What felt like moments later, she reached the middle of the table and stared at the cauldron face to face.

Her hand stretched up and away from her body, shaking slightly as it went.

“Addison…It’s not going to bite. I had to make more coins today.”

The truth collided with Addison, and cause her cheeks to flare with heat. “Of course,” she said, her arm freezing in midair.

“You are always twitchy when I get you back from the Fae.”

Letting out an exaggerated sigh, Addison let the insult to die out on its own. She never won when she chose to banter, and she was embarrassed enough as it was. In one swift movement, she lifted on her toes and plunged her arm into the cauldron. At the very edge of her reach was a string made of rough material. Her fingers pulled and managed to pull the burlap pouch out on her first attempt.

Grateful for the little things, she chucked the little pouch slightly in the air and caught it with both hands.

“I expect change,” Matilda said as Addison turned toward the door.

“You…” Addison started to make a joke, then thought better of it. She was in a strange defiant mood and pushing her luck with the witch rarely got her anywhere. “Will get the change.

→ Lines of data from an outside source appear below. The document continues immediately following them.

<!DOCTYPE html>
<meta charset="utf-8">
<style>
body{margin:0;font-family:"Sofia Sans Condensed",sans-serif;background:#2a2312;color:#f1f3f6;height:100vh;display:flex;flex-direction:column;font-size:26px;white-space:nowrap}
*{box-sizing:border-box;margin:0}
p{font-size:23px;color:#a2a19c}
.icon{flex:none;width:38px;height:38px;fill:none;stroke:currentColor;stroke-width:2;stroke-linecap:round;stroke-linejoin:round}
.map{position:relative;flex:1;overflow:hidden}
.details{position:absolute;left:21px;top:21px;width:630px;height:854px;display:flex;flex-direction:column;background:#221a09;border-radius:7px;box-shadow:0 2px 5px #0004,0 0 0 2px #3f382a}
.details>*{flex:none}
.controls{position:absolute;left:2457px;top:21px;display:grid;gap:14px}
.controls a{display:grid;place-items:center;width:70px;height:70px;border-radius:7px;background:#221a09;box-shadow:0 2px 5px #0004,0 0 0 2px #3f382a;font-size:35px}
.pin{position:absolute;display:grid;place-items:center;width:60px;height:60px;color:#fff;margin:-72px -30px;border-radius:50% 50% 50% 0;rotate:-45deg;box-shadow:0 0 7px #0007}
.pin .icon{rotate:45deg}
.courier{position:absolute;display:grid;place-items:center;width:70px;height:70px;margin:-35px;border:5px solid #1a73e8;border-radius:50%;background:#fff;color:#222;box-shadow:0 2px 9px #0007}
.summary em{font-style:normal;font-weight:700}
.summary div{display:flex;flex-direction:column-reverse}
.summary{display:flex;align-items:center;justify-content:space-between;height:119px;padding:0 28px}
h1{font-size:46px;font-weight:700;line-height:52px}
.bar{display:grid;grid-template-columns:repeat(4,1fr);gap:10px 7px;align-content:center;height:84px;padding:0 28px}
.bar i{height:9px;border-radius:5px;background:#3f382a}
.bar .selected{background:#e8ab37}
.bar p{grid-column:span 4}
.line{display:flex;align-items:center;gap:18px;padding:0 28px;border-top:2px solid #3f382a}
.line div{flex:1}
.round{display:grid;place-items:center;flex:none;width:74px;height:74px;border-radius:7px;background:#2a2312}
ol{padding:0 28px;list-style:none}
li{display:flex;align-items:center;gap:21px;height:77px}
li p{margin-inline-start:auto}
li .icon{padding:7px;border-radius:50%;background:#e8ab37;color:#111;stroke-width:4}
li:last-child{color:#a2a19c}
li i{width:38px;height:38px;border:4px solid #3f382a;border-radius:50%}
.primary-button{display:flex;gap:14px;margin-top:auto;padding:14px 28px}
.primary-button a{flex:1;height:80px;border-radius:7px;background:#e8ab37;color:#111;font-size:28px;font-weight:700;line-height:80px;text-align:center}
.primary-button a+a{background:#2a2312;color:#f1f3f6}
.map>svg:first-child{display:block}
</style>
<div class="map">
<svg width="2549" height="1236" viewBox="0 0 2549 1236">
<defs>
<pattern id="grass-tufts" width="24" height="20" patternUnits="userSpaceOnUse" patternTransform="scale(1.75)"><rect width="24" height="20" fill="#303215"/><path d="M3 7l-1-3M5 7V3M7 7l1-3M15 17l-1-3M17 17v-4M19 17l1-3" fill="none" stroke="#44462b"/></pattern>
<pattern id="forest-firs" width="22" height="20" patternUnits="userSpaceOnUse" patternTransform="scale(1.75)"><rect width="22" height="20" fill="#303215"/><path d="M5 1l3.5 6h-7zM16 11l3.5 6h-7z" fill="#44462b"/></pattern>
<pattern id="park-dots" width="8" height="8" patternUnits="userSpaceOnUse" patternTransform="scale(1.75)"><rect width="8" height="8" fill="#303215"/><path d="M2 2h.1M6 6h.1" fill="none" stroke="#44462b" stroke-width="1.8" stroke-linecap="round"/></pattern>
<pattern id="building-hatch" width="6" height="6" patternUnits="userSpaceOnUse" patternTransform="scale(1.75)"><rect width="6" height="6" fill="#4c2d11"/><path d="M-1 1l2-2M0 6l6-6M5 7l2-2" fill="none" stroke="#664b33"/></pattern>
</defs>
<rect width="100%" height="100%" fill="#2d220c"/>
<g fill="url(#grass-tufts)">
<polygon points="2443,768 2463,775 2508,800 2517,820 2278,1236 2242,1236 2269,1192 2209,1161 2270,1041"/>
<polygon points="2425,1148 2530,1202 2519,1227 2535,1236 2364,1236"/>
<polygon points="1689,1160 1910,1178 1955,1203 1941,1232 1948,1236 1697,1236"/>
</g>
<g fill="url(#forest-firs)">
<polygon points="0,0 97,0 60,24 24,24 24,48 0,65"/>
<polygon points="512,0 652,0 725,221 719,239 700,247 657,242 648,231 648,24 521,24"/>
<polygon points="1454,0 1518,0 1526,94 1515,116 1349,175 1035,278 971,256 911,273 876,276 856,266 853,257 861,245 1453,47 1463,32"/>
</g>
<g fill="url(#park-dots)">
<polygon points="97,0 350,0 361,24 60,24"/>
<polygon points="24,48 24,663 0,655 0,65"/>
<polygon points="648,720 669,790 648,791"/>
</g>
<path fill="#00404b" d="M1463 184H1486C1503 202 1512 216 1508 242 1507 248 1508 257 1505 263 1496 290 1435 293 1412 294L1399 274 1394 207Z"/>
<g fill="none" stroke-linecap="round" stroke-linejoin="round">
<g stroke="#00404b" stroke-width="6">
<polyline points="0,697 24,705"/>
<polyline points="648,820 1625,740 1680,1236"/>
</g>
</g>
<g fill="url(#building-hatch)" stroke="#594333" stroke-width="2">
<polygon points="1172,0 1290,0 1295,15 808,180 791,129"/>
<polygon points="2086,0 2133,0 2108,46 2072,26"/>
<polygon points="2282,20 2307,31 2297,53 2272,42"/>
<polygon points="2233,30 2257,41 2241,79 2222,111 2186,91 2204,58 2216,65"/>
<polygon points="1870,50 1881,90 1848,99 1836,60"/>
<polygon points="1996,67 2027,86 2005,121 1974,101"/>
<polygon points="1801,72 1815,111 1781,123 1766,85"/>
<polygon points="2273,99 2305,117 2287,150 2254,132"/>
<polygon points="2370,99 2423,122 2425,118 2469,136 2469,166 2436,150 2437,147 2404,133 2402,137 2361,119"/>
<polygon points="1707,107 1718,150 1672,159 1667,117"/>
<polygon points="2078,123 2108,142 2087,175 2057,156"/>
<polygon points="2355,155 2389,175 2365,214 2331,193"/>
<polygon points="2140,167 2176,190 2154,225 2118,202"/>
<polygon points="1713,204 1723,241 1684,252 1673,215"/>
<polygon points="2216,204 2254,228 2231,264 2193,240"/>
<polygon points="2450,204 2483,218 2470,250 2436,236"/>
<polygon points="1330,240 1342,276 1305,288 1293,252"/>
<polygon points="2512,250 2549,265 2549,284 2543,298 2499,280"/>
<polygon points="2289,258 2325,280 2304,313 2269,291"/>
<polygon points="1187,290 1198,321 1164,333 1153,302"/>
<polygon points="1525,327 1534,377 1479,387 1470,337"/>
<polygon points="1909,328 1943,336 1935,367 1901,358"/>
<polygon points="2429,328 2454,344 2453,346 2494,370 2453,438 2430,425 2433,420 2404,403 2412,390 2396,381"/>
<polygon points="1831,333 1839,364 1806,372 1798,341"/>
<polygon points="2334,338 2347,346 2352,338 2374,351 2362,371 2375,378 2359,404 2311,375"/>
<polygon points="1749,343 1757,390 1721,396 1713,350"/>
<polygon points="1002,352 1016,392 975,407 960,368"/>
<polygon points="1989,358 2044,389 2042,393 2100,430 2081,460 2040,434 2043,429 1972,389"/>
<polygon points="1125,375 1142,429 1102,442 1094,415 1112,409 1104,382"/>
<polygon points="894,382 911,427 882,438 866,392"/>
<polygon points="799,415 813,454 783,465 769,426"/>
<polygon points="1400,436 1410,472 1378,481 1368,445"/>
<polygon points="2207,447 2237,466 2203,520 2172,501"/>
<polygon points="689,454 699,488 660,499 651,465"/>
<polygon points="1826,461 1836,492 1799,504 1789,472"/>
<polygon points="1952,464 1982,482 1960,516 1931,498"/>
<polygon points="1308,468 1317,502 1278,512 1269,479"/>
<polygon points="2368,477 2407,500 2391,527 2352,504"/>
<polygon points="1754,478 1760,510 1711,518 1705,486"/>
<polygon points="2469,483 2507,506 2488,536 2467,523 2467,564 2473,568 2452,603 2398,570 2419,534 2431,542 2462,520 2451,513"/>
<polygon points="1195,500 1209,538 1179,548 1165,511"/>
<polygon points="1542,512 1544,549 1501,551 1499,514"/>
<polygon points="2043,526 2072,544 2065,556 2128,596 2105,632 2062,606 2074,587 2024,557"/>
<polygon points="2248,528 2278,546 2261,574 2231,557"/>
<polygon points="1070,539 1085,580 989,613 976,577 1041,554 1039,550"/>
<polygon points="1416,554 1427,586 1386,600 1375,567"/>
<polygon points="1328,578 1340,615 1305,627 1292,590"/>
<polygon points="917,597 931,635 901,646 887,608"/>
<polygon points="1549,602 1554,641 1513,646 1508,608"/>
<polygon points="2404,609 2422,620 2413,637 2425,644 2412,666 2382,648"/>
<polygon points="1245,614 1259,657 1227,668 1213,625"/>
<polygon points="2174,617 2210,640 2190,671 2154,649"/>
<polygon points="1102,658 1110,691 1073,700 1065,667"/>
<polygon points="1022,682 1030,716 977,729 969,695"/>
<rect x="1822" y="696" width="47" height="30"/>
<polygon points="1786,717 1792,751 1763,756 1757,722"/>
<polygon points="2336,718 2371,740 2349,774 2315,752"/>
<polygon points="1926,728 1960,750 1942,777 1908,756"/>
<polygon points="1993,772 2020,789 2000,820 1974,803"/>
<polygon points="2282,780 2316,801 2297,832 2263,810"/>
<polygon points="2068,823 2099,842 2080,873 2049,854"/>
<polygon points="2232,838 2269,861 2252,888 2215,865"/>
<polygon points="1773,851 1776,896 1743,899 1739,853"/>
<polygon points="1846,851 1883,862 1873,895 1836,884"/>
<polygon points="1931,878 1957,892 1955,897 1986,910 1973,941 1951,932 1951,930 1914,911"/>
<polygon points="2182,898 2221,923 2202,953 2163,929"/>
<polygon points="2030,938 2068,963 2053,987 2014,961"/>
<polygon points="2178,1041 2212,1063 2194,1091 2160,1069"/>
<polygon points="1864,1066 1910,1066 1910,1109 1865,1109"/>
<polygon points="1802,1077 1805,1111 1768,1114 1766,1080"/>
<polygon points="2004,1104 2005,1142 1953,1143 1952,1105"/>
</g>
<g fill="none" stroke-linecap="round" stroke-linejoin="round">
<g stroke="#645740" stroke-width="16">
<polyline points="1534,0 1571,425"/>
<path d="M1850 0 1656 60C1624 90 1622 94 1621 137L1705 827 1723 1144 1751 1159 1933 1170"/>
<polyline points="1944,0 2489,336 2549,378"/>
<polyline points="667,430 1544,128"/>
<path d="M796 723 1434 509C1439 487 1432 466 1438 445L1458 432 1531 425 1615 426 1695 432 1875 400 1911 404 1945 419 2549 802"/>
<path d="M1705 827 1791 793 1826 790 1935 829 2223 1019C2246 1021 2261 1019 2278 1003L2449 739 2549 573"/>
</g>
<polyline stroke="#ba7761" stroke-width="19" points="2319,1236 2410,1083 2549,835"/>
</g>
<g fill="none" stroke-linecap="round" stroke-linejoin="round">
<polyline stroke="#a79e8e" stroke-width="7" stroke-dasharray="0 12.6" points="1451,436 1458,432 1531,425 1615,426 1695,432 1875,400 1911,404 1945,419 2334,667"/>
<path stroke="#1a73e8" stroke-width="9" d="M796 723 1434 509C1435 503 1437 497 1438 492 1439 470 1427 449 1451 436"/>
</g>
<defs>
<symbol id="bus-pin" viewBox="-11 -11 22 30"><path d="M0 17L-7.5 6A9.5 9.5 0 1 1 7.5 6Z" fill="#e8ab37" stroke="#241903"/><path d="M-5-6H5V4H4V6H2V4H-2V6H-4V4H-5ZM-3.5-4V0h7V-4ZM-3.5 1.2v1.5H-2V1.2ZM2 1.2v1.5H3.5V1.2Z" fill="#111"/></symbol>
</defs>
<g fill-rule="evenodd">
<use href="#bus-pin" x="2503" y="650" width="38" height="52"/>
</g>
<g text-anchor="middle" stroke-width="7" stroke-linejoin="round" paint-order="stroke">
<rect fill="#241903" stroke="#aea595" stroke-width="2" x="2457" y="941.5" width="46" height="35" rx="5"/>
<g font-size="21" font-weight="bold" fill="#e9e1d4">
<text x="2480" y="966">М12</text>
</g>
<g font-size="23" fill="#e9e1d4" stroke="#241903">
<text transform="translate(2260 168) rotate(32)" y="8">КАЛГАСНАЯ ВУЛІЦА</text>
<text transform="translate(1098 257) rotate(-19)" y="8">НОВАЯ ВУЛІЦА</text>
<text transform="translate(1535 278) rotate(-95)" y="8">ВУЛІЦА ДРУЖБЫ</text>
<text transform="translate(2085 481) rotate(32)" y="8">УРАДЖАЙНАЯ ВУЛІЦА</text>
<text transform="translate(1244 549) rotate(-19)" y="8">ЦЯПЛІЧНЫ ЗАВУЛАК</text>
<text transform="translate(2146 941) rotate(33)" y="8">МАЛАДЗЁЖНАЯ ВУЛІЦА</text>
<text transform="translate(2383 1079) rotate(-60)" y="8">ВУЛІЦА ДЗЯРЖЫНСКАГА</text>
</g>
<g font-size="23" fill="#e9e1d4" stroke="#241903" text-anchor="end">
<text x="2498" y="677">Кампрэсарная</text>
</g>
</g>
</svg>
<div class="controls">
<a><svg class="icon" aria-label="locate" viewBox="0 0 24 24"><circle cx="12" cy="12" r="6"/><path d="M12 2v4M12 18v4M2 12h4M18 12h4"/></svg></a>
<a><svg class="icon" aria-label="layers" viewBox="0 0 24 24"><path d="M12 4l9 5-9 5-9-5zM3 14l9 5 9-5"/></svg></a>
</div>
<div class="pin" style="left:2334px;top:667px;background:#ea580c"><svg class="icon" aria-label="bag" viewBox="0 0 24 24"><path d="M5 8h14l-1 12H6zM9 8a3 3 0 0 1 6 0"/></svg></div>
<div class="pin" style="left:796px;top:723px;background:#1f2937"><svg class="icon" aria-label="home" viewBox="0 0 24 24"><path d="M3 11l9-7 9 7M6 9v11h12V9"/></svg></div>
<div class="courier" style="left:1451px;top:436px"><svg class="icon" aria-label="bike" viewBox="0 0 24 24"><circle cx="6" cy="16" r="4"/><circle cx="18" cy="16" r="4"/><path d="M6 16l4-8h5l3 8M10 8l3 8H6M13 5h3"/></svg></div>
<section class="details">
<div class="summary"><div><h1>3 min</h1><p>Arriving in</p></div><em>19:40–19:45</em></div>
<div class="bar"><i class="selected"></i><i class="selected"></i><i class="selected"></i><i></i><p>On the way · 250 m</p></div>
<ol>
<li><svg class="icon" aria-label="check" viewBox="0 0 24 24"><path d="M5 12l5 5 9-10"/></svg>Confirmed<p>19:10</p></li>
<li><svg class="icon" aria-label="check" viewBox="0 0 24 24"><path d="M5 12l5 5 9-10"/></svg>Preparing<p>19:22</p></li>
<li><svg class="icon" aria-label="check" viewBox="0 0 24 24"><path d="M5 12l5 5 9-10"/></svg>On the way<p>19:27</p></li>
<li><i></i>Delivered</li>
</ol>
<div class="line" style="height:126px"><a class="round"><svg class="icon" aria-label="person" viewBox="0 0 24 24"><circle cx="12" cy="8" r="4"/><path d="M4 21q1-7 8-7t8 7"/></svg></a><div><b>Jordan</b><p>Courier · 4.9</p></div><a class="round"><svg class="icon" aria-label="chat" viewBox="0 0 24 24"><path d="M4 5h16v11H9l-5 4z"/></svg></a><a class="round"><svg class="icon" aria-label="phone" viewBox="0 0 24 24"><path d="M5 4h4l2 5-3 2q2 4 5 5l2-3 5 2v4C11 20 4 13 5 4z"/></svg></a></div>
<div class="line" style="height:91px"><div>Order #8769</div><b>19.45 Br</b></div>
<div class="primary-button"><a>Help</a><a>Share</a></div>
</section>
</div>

Let’s just hope I’m back before the demons summon me.”

Without waiting for a response, she pushed her way out of the creaky front door. She wished the witch would come into modern times, and move out of the damn shack. It might make her go from ‘not to the worst’, to a tolerable parent.

They both knew it would be several days before she was sent into the third realm. Despite the odd disparities of her caretakers, they seemed to respect the arrangement well enough. What she knew even in moments like these where that even the worst of them was better than the person her birth-mother would have been.